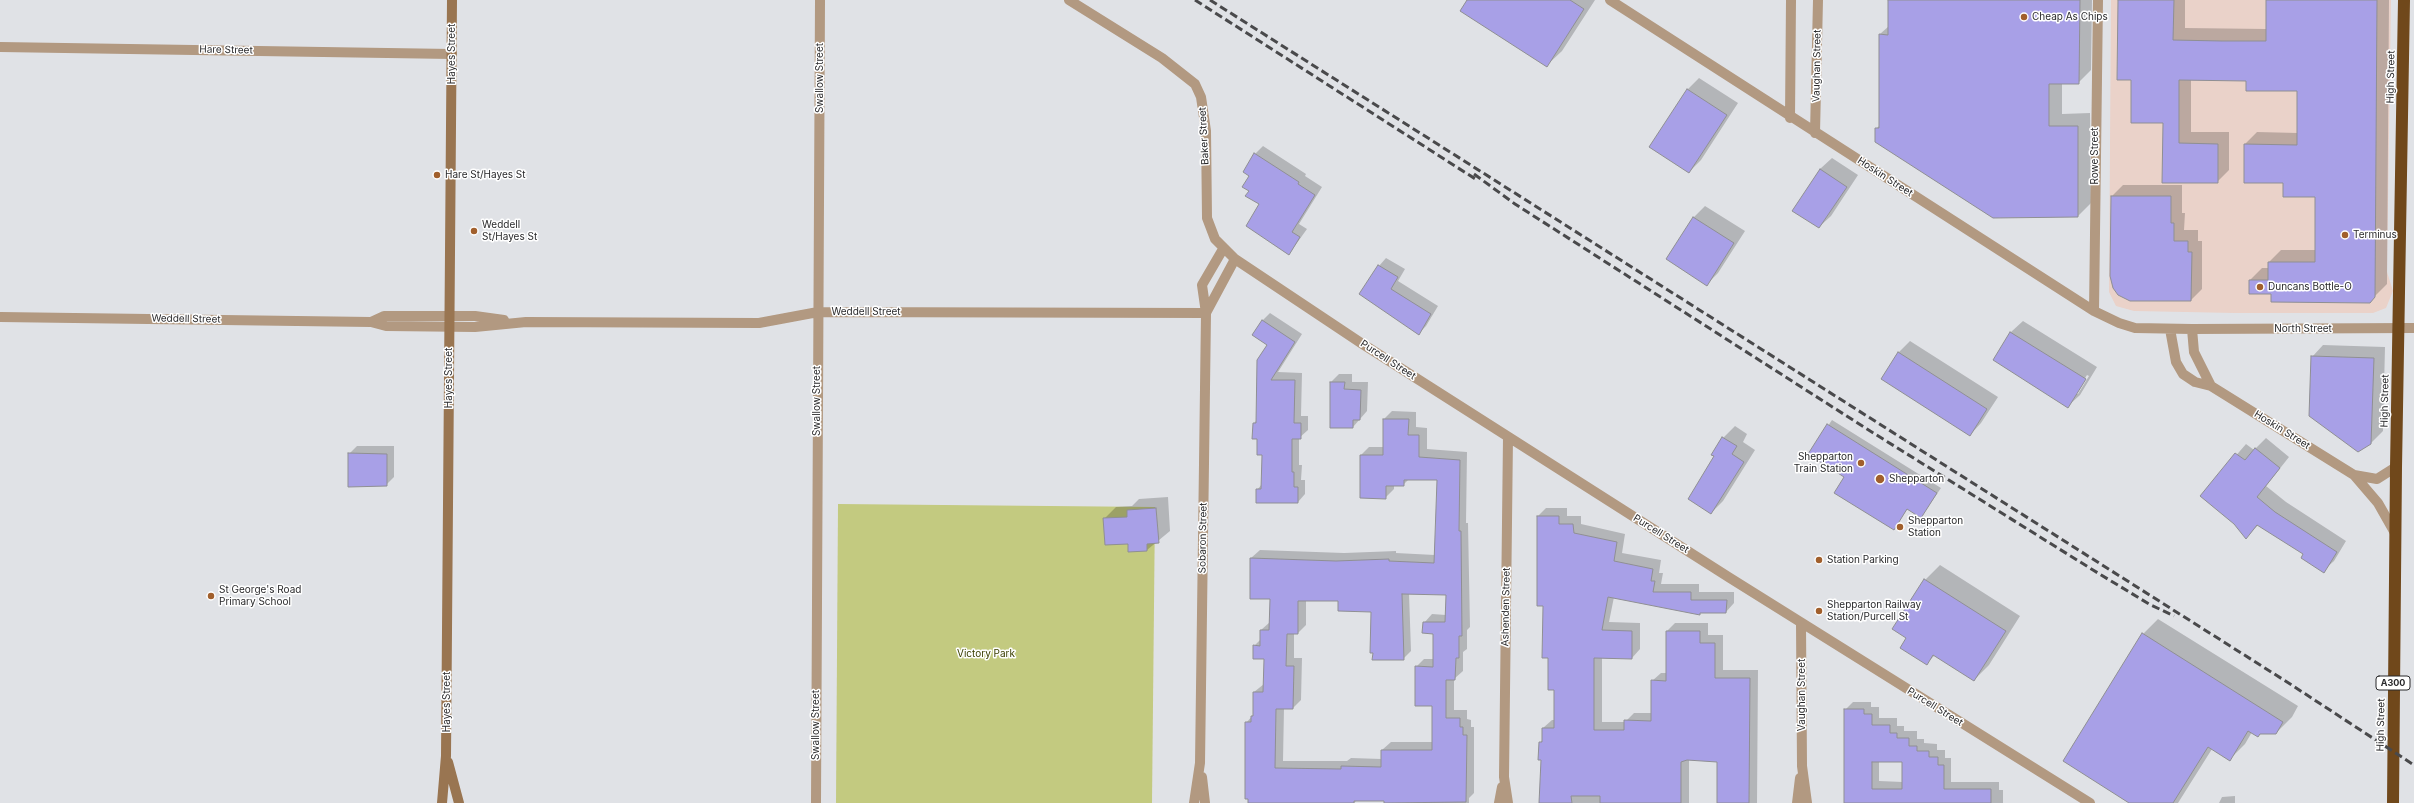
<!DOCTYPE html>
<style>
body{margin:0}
canvas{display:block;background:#e0e2e6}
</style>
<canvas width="2414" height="803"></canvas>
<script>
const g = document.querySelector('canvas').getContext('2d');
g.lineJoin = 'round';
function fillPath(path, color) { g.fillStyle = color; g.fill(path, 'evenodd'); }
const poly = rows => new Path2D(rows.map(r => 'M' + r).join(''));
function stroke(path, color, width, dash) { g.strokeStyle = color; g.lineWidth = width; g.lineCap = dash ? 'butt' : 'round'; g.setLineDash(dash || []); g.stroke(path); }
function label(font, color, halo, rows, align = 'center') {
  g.font = font + ' Inter,sans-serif'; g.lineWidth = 3; g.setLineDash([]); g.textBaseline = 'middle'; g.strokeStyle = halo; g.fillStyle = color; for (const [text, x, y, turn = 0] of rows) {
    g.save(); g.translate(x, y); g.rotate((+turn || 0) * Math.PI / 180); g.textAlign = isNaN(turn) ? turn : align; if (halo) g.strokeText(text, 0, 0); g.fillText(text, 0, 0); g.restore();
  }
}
const commercial = poly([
 [2111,0,2391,0,2387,272,2393,291,2386,308,2373,313,2235,313,2134,311,2116,306,2109,292]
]);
const green = poly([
 [838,504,1155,507,1152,803,836,803]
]);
const shadow = poly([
 [1468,0,1595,0,1562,51,1546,66],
 [1889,0,2092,0,2091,70,2078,83,2062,83,2062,114,2090,113,2091,203,2078,216,1876,129,1880,125,1880,34,1889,26],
 [2119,0,2185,0,2185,28,2267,29,2267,0,2389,0,2387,284,2369,302,2272,293,2250,280,2262,268,2269,268,2269,262,2281,250,2316,250,2316,196,2284,182,2245,182,2245,144,2257,132,2298,133,2298,90,2247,80,2191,80,2191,132,2229,132,2229,170,2217,182,2163,182,2164,122,2132,79],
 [1699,78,1738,103,1701,160,1689,172,1688,89],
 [1263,146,1306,174,1305,176,1322,187,1299,224,1307,229,1289,254,1261,204,1250,191,1255,154],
 [1832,158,1858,175,1831,216,1819,227,1794,210,1820,169],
 [2123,185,2182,185,2182,213,2185,213,2184,230,2198,230,2198,241,2202,241,2202,289,2191,300,2112,196],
 [1705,206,1745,231,1718,273,1707,284,1667,259,1694,217],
 [1386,258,1405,269,1398,281,1438,306,1426,326,1419,333,1361,294,1379,266],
 [1270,313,1302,334,1278,372,1302,373,1301,416,1308,416,1308,430,1299,438,1299,465,1302,465,1301,480,1305,480,1305,494,1298,502,1257,490,1262,484,1263,454,1254,423,1257,420,1268,345,1262,321],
 [2023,321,2097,367,2080,395,2068,406,1995,359,2011,332],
 [2087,375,2089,376,2078,394,2075,394],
 [1910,341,1998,397,1981,423,1970,435,1882,379,1899,352],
 [2323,345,2385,347,2383,431,2371,443,2312,357],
 [1339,374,1352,374,1352,382,1368,382,1367,411,1353,427,1331,382],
 [1392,411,1416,412,1416,427,1427,428,1427,449,1467,452,1466,523,1468,523,1470,627,1467,630,1467,649,1463,652,1463,671,1454,679,1454,710,1467,710,1467,719,1471,720,1471,727,1474,727,1474,793,1469,798,1469,803,1385,803,1385,800,1357,800,1354,803,1249,803,1246,723,1254,714,1254,692,1264,684,1265,658,1254,646,1261,639,1261,630,1270,622,1271,598,1251,598,1251,558,1260,550,1344,553,1396,551,1396,553,1435,555,1438,479,1409,479,1403,485,1394,485,1394,489,1385,498,1361,455,1369,447,1384,447,1384,419],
 [1409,593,1447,594,1446,615,1432,614,1424,623,1434,633,1434,659,1424,659,1416,667,1433,705,1433,742,1391,742,1382,750,1382,759,1351,758,1347,761,1283,761,1284,708,1293,708,1301,700,1302,658,1294,658,1294,633,1298,633,1306,625,1306,600,1339,600,1372,611,1403,659,1411,651],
 [1832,420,1941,488,1921,517,1908,508,1894,529,1845,477,1809,454],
 [1735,426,1747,434,1743,442,1755,450,1723,501,1711,513,1716,456,1723,438],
 [2266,438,2289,457,2266,486,2286,502,2346,541,2334,561,2323,571,2304,554,2259,524,2246,538,2235,524,2201,496,2246,444,2254,450],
 [357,446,394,446,394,477,386,485,349,454],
 [1168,497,1170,531,1147,550,1104,519,1116,507,1132,506,1139,499],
 [1546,508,1567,508,1567,516,1581,516,1581,524,1625,534,1622,553,1661,560,1659,573,1663,573,1661,584,1699,584,1699,592,1734,592,1734,603,1726,612,1702,612,1699,614,1614,597,1609,622,1640,623,1640,649,1632,658,1602,658,1602,722,1625,722,1634,713,1652,713,1652,681,1661,673,1667,673,1667,631,1675,623,1708,623,1708,635,1723,635,1723,670,1758,670,1757,803,1718,803,1718,761,1689,760,1689,803,1541,803,1542,759,1540,743,1543,739,1543,728,1552,720,1555,720,1555,689,1544,605,1538,605,1538,516],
 [1940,565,2020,616,1989,665,1974,680,1935,655,1927,663,1907,638,1925,580],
 [2158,619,2298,706,2292,717,2276,733,2252,732,2245,744,2229,760,2212,749,2178,803,2131,803,2143,634],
 [1853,702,1871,702,1871,707,1879,707,1879,718,1897,718,1897,726,1904,726,1904,731,1917,731,1917,739,1924,739,1924,743,1937,744,1937,750,1945,750,1945,758,1951,758,1951,782,1999,782,1999,790,2003,790,2003,803,1845,803,1845,710],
 [1879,761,1903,761,1903,782,1879,781],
 [2235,796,2235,803,2219,803,2222,797]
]);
const building = poly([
 [1467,0,1570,0,1584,9,1547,67,1460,11,1467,0],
 [1888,0,2080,0,2079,84,2049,84,2049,126,2078,126,2078,217,1993,218,1875,142,1875,128,1879,128,1879,34,1888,35,1888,0],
 [2118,0,2174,0,2173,40,2222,41,2266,41,2266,0,2377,0,2375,297,2370,303,2271,302,2271,294,2249,294,2249,280,2268,280,2268,262,2315,262,2315,197,2283,197,2283,183,2244,183,2244,144,2297,145,2297,91,2246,91,2246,81,2179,80,2179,143,2218,144,2218,183,2162,183,2163,123,2131,123,2131,80,2117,80,2118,0],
 [1687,89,1727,115,1689,173,1649,147,1687,89],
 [1254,153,1299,182,1298,184,1315,195,1292,232,1300,237,1289,255,1246,226,1259,204,1245,196,1249,191,1242,187,1249,176,1243,172,1254,153],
 [1820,169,1847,187,1819,228,1792,211,1820,169],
 [2111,196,2171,196,2171,223,2174,223,2174,241,2188,241,2188,252,2192,252,2191,301,2130,301,2118,295,2113,288,2110,276,2111,196],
 [1693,217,1734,243,1707,286,1666,259,1693,217],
 [1378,265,1398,277,1391,289,1431,314,1419,335,1359,294,1378,265],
 [1262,320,1295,342,1271,380,1295,380,1294,423,1301,423,1301,439,1292,439,1292,472,1294,472,1294,487,1298,487,1298,503,1256,503,1256,489,1261,489,1262,455,1257,455,1257,439,1252,439,1253,423,1256,423,1257,360,1267,345,1252,335,1262,320],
 [2010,332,2086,379,2068,408,1993,360,2010,332],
 [1898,352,1987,409,1970,436,1881,379,1898,352],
 [2311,356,2374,358,2371,444,2358,452,2309,416,2311,356],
 [1330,382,1345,382,1344,389,1361,390,1360,420,1353,420,1353,428,1330,428,1330,382],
 [1383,419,1409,419,1408,435,1419,435,1419,457,1460,460,1459,531,1461,531,1462,636,1459,636,1459,658,1456,658,1455,680,1446,680,1446,718,1460,718,1460,727,1463,727,1463,735,1467,735,1466,802,1384,803,1384,801,1354,801,1354,803,1248,803,1248,799,1245,799,1245,722,1251,722,1251,716,1253,716,1253,692,1263,692,1264,659,1253,659,1253,645,1260,646,1260,630,1269,630,1270,599,1250,599,1250,558,1336,561,1389,559,1389,561,1434,563,1437,480,1404,480,1404,486,1386,486,1386,499,1360,498,1360,455,1383,455,1383,419],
 [1402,594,1446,595,1445,622,1423,622,1422,633,1433,634,1433,667,1415,666,1415,706,1432,706,1432,750,1381,750,1381,767,1341,766,1341,769,1275,768,1276,709,1293,709,1294,666,1286,666,1287,634,1298,634,1298,601,1338,601,1338,611,1371,612,1370,653,1373,653,1372,660,1404,660,1402,594],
 [1827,424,1937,493,1921,518,1907,509,1894,530,1834,493,1844,477,1808,454,1827,424],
 [1722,437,1737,446,1732,454,1744,462,1711,514,1688,499,1714,456,1711,455,1722,437],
 [2255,448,2280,468,2257,497,2275,512,2337,552,2324,573,2301,558,2303,554,2257,525,2246,539,2234,524,2200,496,2235,453,2245,460,2255,448],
 [348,453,387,454,387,486,348,487,348,453],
 [1156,508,1159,543,1147,544,1147,551,1128,552,1128,544,1105,545,1103,518,1127,517,1127,510,1156,508],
 [1537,516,1559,516,1559,524,1573,524,1574,533,1617,542,1614,561,1653,569,1651,581,1655,581,1653,592,1691,592,1691,600,1727,600,1726,613,1700,613,1700,615,1608,597,1602,630,1632,631,1632,659,1594,658,1594,730,1624,730,1624,720,1651,721,1651,680,1666,681,1666,631,1700,631,1700,643,1715,643,1715,678,1750,678,1749,803,1717,803,1717,762,1687,760,1681,762,1681,803,1600,803,1600,796,1571,796,1572,803,1539,803,1541,760,1538,760,1539,742,1542,742,1542,728,1554,728,1554,690,1548,690,1548,658,1542,658,1543,606,1537,606,1537,516],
 [1924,579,2006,631,1974,681,1933,655,1927,665,1900,648,1906,638,1892,629,1924,579],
 [2142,633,2283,722,2276,734,2260,734,2258,737,2248,731,2230,761,2208,747,2173,803,2129,803,2063,761,2142,633],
 [1844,709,1864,709,1864,714,1872,714,1872,725,1890,725,1890,733,1897,733,1897,738,1909,738,1909,746,1917,746,1917,751,1929,751,1929,757,1938,757,1938,765,1944,765,1944,789,1991,789,1991,803,1844,803,1844,709],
 [1872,762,1902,762,1902,789,1872,789,1872,762]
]);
const street = poly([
 [1069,0,1162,58,1195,84,1201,97,1206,131,1207,218,1215,239,1235,259,1361,343,1730,578,2090,803],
 [1610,0,2094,311,2119,323,2135,328,2192,329,2414,328],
 [0,47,452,54],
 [1790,118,1791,0],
 [1815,133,1818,0],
 [2094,311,2098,0],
 [1206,313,1235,259],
 [0,317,371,322,386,326,475,327,526,322,759,323,818,312,1206,313],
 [371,322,384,316,475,316,504,320],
 [2170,329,2176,362,2183,374,2195,382,2211,386,2354,475,2378,503,2395,533],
 [2192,329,2194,352,2211,386],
 [2354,475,2377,479,2396,467],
 [1801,623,1802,766,1807,803],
 [1202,777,1205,803],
 [816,803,820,0],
 [1194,803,1200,763,1206,313,1202,285,1223,249],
 [1499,803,1502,787],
 [1508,803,1504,777,1508,437],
 [1797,803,1800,778]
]);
const secondary = poly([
 [448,762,459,803],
 [442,803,446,756,452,0]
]);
const highway = poly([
 [2393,803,2396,467,2404,0]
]);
const rail = poly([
 [1195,0,1477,180],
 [1210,0,2287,682,2414,765],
 [1474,174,1515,204,1867,429,2093,570,2149,604,2174,616]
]);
const markers = [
 [2024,17,4,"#a15f2c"],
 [437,175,4,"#a15f2c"],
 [474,231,4,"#a15f2c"],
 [2345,235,4,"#a15f2c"],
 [2260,287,4,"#a15f2c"],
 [1861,463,4,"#a15f2c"],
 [1880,479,5,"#a15f2c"],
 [1900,527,4,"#a15f2c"],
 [1819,560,4,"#a15f2c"],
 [211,596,4,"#a15f2c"],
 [1819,611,4,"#a15f2c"]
];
const shields = [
 [2393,683,34]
];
const shieldNames = [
 ["A300",2393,683]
];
const poiNames = [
 ["Cheap As Chips",2032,17],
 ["Hare St/Hayes St",445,175],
 ["Weddell",482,225],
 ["St/Hayes St",482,237],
 ["Terminus",2353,235],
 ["Duncans Bottle-O",2268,287],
 ["Shepparton",1853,457,"right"],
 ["Train Station",1853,469,"right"],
 ["Shepparton",1889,479],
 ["Shepparton",1908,521],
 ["Station",1908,533],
 ["Station Parking",1827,560],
 ["St George's Road",219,590],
 ["Primary School",219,602],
 ["Shepparton Railway",1827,605],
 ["Station/Purcell St",1827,617]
];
const streetNames = [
 ["Hare Street",226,50,1],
 ["Hayes Street",452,54,-90],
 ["Vaughan Street",1817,66,-89],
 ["High Street",2391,77,-89],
 ["Swallow Street",820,78,-90],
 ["Baker Street",1204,136,-93],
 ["Rowe Street",2095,156,-90],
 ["Hoskin Street",1885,177,33],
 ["Weddell Street",866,312],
 ["Weddell Street",186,319,1],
 ["North Street",2303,329],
 ["Purcell Street",1388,360,33],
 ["Hayes Street",449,378,-90],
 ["Swallow Street",817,401,-90],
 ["High Street",2385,401,-89],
 ["Hoskin Street",2282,430,32],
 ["Purcell Street",1661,534,32],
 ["Sobaron Street",1203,538,-89],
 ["Ashenden Street",1506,607,-89],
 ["Vaughan Street",1802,695,-90],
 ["Hayes Street",447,702,-90],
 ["Purcell Street",1935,707,32],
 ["Swallow Street",816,725,-90],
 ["High Street",2381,725,-89]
];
const parkNames = [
 ["Victory Park",986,654]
];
fillPath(commercial, '#ead2c9');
fillPath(green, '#c3ca80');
fillPath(shadow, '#0003');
fillPath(building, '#a8a0e7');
stroke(building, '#8f8f93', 1);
stroke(street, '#b29981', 10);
stroke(secondary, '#997551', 10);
stroke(highway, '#70481b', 12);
stroke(rail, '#49494b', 3, [8, 4]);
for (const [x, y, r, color] of markers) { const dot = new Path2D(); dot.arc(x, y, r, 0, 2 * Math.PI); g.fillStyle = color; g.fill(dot); stroke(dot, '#fff', 1.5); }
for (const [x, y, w] of shields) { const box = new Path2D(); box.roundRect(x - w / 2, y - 7, w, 14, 3); g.fillStyle = '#fff'; g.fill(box); stroke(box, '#29292b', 1); }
label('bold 9px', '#29292b', null, shieldNames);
label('10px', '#29292b', '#fff', poiNames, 'left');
label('10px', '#29292b', '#fff', streetNames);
label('10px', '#3b3f00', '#fff', parkNames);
</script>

.....

(ACTIVITY)
Only an exact copy is wanted: the lines from the opening of the material through the line that has "function label(font, color, halo, rows, align", minus any pictures.

(WRITTEN RESPONSE)
<!DOCTYPE html>
<style>
body{margin:0}
canvas{display:block;background:#e0e2e6}
</style>
<canvas width="2414" height="803"></canvas>
<script>
const g = document.querySelector('canvas').getContext('2d');
g.lineJoin = 'round';
function fillPath(path, color) { g.fillStyle = color; g.fill(path, 'evenodd'); }
const poly = rows => new Path2D(rows.map(r => 'M' + r).join(''));
function stroke(path, color, width, dash) { g.strokeStyle = color; g.lineWidth = width; g.lineCap = dash ? 'butt' : 'round'; g.setLineDash(dash || []); g.stroke(path); }
function label(font, color, halo, rows, align = 'center') {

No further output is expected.